Only slightly spoilt IMHO by the last few sentences which make crystal clear the provenance of the ‘paintings’, rather than leaving it to the imagination of the reader.
With Friends Like These. Alan Dean Foster.
“…in some ways a perfect example of the best type of Analog story…come hell or highwater (humanity) is basically unbeatable”
Unbeatable in the sense of wiping out other species and not joining a wide federation of races? Perhaps a somewhat overblown opinion of our abilities?
Aunt Jennie’s Tonic. Leonard Tushnet.
Herbal remedies concocted by a very old Jewish lady appear to be particularly successful in treatment the ailments of her family and friends, and offering longevity. A grand-nephew, a chemist, dabbles and experiments.
Timestorm. Eddy C. Bertin.
De Achtjaarlijke God.
Flemish SF – and there’s not a lot of that about (although some of the poor SF can make me spit!)
Harvey Lonestorm is victim of a cosmic timestorm, which sends him helter skelter into a crazy situation where far-future humanoids appear to be tampering with history. Harvey intervenes (the kind of intervention which Arnold Schwarzenneger tends to do in his films) and uses the strange device to remove from all the evildoers throughout history, leaving him to return to a pastoral and peaceful Earth. Oh joy. Or not.
And my apologies for the appalling pun a couple of sentences ago.

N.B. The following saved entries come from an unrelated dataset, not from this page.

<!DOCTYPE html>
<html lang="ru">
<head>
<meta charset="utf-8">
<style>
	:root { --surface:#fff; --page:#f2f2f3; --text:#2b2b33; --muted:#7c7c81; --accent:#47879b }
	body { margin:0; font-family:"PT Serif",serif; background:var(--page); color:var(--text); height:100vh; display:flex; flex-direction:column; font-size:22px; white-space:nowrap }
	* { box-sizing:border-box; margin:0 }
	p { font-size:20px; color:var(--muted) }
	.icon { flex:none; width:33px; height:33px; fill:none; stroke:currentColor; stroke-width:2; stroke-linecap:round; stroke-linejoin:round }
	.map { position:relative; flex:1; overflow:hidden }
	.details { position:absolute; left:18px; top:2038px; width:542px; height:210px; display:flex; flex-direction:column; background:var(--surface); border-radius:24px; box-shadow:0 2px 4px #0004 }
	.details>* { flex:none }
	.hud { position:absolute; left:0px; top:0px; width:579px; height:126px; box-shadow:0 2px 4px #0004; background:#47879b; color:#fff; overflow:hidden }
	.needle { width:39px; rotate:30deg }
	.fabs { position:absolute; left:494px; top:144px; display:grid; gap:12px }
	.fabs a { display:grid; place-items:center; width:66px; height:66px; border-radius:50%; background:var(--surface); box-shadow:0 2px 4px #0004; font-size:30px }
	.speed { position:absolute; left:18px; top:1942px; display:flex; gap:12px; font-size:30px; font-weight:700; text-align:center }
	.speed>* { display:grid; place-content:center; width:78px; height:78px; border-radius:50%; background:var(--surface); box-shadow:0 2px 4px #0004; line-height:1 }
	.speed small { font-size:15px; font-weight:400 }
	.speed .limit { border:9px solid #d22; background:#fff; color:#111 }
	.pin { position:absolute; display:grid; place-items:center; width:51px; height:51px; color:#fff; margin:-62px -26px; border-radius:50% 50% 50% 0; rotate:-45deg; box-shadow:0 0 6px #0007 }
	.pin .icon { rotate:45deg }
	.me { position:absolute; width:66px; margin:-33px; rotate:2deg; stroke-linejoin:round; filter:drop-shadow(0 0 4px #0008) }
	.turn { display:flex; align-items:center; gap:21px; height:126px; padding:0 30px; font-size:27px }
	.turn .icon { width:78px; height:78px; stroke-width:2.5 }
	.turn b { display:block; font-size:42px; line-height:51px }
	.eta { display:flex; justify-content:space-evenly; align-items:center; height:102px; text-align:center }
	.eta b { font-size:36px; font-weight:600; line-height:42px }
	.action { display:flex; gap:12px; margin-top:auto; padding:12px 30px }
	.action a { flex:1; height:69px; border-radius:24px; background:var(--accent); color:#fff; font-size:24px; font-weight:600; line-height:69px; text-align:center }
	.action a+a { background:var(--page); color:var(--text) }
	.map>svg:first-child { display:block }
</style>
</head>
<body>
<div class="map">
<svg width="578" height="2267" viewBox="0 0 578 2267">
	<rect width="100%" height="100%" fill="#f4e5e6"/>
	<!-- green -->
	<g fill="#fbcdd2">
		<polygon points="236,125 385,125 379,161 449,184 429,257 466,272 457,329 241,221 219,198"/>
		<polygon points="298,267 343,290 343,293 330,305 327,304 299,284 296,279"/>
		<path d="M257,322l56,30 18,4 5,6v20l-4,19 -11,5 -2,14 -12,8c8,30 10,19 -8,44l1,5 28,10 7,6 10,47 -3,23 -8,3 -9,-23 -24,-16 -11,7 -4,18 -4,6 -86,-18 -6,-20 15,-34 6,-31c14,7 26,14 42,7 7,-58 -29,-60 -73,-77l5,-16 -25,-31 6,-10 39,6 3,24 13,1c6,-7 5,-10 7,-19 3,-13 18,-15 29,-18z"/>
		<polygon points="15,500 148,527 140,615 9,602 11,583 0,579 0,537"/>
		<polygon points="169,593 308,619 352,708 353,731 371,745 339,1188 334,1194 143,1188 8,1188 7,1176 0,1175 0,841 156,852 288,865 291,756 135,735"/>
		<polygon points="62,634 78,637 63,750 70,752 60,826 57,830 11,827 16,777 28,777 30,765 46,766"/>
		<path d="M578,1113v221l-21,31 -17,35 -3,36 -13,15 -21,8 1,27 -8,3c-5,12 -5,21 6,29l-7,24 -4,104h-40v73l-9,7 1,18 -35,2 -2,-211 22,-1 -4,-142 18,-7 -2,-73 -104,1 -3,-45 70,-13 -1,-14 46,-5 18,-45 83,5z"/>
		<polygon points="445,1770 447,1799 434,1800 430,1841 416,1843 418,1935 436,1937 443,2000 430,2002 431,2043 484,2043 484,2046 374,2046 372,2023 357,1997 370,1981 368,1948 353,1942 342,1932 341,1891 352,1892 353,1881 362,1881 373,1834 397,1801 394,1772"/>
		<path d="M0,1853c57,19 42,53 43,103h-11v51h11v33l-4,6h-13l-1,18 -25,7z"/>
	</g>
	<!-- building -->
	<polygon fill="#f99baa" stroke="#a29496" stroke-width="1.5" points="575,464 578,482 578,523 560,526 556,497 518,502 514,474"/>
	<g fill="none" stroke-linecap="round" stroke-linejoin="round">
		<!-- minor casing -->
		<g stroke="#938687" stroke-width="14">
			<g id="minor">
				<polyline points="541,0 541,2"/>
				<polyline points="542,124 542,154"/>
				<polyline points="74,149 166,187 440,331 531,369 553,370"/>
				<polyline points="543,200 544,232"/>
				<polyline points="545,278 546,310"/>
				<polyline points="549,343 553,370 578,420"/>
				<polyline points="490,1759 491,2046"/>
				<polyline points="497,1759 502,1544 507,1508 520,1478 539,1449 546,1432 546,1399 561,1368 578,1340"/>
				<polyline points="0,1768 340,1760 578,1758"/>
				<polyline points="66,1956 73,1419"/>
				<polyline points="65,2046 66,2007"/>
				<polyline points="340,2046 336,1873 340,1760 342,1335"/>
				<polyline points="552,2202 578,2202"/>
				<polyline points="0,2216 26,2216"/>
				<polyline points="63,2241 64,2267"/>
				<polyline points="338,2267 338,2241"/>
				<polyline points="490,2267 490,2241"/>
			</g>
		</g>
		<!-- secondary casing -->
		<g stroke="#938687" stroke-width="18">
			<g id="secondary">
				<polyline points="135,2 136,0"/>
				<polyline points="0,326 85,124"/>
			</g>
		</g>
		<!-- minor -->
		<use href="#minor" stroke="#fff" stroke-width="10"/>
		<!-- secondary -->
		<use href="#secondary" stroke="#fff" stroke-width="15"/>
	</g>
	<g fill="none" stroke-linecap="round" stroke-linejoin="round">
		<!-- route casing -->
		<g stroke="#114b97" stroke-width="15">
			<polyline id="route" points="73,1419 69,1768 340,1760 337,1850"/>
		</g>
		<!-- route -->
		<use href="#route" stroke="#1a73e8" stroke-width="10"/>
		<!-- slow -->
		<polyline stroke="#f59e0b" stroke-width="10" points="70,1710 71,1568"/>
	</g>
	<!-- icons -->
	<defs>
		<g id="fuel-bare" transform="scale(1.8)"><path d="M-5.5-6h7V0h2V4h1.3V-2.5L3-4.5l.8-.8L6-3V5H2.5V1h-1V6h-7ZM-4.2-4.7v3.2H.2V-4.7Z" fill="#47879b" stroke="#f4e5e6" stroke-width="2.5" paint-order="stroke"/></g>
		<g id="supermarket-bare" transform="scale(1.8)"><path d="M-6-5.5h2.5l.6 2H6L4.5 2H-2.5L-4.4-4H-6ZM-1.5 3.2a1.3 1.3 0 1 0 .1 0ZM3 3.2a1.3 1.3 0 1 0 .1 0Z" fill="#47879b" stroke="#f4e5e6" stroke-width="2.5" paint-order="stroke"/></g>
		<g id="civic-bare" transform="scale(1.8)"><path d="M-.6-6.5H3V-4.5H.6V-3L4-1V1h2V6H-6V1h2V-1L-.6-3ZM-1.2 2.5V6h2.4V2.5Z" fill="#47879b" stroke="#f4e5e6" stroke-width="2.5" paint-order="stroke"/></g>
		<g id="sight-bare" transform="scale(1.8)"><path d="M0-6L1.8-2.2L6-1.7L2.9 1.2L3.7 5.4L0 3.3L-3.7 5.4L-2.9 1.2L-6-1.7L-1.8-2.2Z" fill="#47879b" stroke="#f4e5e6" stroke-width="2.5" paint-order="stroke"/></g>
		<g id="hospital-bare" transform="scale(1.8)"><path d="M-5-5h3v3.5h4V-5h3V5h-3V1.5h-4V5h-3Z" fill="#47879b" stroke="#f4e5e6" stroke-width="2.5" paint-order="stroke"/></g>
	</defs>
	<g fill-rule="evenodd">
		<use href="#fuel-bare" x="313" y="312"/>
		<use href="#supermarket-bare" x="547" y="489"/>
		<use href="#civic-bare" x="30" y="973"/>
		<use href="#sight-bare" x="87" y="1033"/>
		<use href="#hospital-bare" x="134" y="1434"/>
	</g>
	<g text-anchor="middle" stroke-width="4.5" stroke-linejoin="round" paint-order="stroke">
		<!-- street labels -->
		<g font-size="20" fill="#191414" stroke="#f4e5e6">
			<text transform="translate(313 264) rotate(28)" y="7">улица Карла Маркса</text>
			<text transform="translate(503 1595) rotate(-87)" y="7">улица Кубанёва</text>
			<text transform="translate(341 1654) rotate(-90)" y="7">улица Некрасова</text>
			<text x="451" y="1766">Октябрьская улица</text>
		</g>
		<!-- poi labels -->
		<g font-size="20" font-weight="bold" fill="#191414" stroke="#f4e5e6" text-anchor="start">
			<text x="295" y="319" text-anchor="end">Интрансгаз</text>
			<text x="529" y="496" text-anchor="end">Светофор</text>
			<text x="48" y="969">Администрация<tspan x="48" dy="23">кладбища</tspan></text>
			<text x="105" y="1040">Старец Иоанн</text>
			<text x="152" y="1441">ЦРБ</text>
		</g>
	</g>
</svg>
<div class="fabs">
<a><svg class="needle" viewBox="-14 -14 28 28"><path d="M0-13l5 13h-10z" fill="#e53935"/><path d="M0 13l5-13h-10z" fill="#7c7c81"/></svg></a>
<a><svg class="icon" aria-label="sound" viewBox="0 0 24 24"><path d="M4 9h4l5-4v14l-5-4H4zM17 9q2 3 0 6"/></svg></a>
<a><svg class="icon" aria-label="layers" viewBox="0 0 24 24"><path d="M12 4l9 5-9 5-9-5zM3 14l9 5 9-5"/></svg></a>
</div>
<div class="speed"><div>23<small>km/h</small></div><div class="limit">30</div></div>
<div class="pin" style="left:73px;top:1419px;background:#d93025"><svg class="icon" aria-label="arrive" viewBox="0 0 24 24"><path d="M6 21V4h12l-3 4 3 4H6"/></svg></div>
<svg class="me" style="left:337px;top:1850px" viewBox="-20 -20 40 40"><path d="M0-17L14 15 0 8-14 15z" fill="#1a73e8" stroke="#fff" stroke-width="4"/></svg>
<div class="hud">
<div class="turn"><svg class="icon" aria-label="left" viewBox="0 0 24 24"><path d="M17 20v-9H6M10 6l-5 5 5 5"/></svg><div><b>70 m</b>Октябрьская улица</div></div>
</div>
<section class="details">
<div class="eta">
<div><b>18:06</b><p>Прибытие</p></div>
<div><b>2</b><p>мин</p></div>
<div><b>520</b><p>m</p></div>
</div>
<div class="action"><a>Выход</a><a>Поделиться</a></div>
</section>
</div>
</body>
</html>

Transit of Earth. Arthur C. Clarke.
An Earth-Moon-Mars-Sun conjunction offers a rare opportunity for observation. However, that beauty and the scientific data gathered rather lose their thrill when the observer….
Gehenna. Barry Malzberg.
Short story (very nice, but not SF and not really fantasy) which gives three different perspectives and three different outcomes of a troilistic relationship.
One Life, Furnished in Early Poverty. Harlan Ellison.

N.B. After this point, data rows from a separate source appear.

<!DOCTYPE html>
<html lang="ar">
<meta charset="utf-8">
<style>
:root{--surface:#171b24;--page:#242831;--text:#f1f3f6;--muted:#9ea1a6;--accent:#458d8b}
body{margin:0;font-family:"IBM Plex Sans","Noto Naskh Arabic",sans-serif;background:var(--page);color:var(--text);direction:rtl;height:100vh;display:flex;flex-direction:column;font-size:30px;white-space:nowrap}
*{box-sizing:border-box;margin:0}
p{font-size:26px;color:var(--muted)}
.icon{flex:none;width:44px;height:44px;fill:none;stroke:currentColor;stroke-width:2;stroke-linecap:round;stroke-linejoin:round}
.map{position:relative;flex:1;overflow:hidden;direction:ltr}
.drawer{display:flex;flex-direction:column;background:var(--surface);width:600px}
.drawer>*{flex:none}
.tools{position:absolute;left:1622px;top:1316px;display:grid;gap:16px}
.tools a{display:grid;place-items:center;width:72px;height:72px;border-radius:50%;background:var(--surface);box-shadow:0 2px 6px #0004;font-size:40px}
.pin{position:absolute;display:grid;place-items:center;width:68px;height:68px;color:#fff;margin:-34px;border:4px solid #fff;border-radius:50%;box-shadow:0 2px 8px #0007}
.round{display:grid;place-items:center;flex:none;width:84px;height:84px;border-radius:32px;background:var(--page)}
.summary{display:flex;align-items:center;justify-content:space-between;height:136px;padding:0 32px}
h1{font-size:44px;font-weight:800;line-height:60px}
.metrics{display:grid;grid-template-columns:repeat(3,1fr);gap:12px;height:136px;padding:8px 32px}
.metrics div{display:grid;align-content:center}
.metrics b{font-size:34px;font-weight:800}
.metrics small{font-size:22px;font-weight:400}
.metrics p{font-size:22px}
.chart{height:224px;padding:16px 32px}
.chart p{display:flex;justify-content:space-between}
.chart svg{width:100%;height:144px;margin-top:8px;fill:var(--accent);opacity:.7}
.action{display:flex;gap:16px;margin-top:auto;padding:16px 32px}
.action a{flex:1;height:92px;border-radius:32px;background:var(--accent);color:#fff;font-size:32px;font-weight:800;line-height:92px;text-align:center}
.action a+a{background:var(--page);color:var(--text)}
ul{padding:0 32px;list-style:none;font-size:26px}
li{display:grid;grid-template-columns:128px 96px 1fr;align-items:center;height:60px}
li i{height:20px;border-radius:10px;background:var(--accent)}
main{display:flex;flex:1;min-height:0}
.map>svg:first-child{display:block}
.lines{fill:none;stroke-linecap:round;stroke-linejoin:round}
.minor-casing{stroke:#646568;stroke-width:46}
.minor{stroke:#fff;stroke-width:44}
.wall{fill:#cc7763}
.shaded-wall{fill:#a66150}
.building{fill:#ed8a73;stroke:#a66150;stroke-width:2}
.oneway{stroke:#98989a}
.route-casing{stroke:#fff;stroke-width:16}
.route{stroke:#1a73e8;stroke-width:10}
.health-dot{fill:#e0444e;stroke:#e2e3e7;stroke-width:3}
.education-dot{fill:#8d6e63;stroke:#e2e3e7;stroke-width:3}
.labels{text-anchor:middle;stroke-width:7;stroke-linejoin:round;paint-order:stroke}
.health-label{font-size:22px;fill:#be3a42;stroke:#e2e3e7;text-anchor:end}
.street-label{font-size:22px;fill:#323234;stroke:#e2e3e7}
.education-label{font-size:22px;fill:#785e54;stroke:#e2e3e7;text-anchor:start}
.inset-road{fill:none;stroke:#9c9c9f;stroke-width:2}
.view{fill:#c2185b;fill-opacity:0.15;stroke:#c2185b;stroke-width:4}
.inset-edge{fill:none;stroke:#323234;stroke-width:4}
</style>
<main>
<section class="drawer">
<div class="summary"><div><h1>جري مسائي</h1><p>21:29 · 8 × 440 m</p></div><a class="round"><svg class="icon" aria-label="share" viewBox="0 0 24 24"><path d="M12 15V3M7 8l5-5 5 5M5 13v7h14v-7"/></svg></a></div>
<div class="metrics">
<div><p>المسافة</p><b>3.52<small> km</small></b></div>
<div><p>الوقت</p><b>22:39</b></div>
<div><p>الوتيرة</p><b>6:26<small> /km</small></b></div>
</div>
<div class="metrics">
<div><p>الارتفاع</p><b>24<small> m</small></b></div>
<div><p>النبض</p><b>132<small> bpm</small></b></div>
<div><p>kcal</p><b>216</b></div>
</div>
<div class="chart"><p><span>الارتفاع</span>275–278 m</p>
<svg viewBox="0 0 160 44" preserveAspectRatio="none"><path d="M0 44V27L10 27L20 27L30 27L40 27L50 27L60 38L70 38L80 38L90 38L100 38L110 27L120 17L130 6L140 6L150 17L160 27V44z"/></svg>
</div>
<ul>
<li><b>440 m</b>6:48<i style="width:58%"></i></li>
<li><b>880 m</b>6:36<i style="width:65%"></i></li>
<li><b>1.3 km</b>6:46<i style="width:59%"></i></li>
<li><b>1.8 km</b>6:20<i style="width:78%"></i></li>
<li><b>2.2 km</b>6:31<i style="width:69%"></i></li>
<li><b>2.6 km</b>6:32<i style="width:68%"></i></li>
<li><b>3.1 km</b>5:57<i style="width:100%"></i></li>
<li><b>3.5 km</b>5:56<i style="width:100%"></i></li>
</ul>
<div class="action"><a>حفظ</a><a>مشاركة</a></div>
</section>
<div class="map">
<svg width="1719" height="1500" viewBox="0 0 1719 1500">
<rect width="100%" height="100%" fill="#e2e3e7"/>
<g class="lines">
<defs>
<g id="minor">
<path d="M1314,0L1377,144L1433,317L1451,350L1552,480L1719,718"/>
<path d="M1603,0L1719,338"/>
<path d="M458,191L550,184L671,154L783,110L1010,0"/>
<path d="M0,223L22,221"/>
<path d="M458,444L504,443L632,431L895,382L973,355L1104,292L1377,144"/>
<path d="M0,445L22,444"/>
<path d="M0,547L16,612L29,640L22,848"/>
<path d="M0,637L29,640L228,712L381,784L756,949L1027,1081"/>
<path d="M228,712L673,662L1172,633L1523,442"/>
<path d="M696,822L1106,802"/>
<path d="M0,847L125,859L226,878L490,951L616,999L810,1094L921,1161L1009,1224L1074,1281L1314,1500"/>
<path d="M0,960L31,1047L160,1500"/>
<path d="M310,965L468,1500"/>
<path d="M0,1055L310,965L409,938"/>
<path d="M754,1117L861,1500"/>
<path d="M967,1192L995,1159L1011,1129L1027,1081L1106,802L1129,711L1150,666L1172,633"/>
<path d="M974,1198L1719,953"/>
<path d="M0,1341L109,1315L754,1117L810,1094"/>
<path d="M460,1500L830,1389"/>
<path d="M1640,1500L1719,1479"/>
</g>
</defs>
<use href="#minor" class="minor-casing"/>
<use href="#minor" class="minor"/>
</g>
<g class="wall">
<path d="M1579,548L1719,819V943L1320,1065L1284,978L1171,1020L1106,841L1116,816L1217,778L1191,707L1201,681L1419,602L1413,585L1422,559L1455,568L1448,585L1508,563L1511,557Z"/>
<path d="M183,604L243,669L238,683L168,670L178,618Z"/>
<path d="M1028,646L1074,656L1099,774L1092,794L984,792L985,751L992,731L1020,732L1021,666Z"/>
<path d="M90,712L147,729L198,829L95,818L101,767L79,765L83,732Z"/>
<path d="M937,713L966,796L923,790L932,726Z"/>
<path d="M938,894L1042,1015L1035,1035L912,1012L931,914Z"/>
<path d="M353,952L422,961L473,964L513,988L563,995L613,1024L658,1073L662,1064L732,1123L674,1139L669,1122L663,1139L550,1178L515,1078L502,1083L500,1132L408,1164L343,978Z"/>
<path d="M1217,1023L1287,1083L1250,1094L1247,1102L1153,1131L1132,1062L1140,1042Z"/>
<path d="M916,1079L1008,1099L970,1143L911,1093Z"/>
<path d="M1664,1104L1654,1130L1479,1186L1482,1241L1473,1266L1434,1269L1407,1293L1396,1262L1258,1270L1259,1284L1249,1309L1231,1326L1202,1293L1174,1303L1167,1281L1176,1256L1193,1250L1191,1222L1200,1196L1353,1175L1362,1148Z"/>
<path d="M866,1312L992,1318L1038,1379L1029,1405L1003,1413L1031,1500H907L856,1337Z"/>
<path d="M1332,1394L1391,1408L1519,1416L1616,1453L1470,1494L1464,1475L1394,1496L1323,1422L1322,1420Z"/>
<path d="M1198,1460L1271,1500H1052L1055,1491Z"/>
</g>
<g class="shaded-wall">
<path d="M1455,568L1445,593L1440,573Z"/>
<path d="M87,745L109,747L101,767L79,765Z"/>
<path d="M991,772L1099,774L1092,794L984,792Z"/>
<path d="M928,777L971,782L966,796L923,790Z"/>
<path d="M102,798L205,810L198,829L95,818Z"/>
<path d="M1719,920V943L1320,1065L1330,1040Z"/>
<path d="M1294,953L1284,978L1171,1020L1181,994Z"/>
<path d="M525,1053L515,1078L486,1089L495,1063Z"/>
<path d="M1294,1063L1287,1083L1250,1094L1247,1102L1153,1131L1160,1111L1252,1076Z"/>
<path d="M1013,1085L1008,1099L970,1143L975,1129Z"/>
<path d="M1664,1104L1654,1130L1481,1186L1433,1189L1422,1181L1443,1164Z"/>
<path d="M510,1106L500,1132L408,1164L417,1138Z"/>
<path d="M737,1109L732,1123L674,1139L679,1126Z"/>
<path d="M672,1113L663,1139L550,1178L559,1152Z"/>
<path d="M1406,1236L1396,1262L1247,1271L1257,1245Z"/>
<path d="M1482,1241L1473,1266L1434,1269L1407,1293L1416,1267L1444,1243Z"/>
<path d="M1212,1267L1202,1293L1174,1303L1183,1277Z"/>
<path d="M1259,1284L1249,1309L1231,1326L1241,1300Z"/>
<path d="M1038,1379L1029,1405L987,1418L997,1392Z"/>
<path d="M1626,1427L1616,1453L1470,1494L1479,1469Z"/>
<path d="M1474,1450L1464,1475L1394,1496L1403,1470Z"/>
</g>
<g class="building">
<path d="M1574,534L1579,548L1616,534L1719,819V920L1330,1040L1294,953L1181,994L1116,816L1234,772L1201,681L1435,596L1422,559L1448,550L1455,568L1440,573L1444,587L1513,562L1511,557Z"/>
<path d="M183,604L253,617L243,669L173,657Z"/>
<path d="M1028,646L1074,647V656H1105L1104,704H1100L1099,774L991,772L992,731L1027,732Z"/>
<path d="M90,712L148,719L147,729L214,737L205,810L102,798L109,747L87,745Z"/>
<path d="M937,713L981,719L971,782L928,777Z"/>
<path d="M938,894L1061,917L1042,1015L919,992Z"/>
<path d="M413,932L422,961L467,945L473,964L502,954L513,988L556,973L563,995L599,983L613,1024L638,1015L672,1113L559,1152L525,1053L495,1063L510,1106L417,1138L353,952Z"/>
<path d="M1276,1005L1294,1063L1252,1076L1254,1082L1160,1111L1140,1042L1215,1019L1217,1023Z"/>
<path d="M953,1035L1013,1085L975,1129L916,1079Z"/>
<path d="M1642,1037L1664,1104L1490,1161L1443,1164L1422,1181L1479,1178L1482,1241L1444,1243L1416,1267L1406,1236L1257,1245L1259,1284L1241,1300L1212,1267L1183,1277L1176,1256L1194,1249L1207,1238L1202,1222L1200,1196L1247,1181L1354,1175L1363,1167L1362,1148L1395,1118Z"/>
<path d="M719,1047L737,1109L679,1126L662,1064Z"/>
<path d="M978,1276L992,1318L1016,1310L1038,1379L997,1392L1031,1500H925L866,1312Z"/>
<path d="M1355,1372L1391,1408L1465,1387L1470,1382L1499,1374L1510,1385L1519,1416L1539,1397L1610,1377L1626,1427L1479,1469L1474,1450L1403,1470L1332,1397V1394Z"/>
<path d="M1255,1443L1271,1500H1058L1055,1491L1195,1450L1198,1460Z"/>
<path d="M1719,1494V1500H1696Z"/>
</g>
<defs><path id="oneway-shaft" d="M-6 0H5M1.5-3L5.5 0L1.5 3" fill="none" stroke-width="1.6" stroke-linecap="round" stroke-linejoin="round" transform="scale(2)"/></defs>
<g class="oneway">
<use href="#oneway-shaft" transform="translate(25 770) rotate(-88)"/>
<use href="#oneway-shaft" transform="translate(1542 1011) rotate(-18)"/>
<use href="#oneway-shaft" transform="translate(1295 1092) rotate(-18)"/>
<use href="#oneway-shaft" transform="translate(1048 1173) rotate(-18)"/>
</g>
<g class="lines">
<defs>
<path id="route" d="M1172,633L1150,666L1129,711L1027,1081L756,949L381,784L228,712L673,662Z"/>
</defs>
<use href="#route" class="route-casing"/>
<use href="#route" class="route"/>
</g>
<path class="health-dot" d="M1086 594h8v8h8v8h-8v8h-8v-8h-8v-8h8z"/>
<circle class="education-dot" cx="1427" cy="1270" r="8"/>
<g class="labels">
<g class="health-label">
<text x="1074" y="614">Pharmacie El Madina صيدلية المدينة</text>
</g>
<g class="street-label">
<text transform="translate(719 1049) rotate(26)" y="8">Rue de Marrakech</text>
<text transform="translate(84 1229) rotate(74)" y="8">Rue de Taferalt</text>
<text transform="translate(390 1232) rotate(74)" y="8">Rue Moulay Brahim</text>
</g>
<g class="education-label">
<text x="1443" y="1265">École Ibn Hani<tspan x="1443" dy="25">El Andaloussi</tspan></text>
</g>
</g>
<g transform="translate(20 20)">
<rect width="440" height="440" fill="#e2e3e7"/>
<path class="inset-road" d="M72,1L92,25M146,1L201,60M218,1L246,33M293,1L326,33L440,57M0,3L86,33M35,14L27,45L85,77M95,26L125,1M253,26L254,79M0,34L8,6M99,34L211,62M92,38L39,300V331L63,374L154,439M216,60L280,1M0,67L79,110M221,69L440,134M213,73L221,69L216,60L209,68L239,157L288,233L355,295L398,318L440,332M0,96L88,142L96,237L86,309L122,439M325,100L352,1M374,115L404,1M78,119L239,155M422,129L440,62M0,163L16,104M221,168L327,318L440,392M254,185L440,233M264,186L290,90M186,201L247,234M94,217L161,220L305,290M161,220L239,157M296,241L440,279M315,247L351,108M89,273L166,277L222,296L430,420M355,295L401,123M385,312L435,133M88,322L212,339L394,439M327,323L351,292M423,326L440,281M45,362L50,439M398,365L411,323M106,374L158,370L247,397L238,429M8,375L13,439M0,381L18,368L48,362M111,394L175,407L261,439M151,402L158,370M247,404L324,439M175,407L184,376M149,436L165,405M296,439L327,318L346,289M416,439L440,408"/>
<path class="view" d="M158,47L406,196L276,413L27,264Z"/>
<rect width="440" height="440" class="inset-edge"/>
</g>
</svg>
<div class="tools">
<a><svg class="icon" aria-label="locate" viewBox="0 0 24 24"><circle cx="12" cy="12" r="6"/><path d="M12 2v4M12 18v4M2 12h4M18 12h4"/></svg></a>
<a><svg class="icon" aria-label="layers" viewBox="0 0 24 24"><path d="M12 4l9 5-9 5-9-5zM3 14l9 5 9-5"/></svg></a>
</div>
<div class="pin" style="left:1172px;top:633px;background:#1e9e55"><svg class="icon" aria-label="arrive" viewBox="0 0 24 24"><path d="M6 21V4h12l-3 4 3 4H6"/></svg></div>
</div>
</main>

Gus Rosenthal finds himself back in his old yard, looking in on his parents and his young self. He desperately wants to make his own childhood a happier one, to make up for what he feels he lost in his youth. But you should never go back.
A very, very nicely handled story.
Occam’s Scalpel. Theodore Sturgeon.
Any tyro short SF writers should read this as an example of a master story-teller at work. It would prove difficult to describe the story without spoiling the story, so I won’t do that (Terry Carr in the Best Science Fiction of the Year 1 gives away a little too much in his intro), but suffice to say that in a short story Sturgeon keeps the reader off balance as the story twists and turns to a far from expected conclusion.
The scalpel is in the hands of someone carrying out an autopsy, which doesn’t give too much away.